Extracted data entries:
◆ ◆ ◆ ◆ ◆
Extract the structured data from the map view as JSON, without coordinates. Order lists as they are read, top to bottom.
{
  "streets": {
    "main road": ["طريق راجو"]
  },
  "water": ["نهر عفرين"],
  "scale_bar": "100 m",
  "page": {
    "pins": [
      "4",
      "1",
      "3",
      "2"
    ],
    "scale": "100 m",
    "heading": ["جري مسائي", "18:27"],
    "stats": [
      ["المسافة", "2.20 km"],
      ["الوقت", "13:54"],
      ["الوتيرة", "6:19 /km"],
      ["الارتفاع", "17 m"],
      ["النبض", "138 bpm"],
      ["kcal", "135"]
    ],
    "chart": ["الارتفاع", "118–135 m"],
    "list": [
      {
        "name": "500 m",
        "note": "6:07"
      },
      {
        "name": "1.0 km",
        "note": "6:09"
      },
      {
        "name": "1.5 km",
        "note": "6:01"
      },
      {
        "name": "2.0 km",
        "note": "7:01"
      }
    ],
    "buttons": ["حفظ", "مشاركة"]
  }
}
◆ ◆ ◆ ◆ ◆
*YOUR ASSIGNMENT:* Every record should be output precisely as it was given.

*EXERCISE ANSWER:*
Extract the structured data from the map view as JSON, without coordinates. Order lists as they are read, top to bottom.
{
  "streets": {
    "main road": ["طريق راجو"]
  },
  "water": ["نهر عفرين"],
  "scale_bar": "100 m",
  "page": {
    "pins": [
      "4",
      "1",
      "3",
      "2"
    ],
    "scale": "100 m",
    "heading": ["جري مسائي", "18:27"],
    "stats": [
      ["المسافة", "2.20 km"],
      ["الوقت", "13:54"],
      ["الوتيرة", "6:19 /km"],
      ["الارتفاع", "17 m"],
      ["النبض", "138 bpm"],
      ["kcal", "135"]
    ],
    "chart": ["الارتفاع", "118–135 m"],
    "list": [
      {
        "name": "500 m",
        "note": "6:07"
      },
      {
        "name": "1.0 km",
        "note": "6:09"
      },
      {
        "name": "1.5 km",
        "note": "6:01"
      },
      {
        "name": "2.0 km",
        "note": "7:01"
      }
    ],
    "buttons": ["حفظ", "مشاركة"]
  }
}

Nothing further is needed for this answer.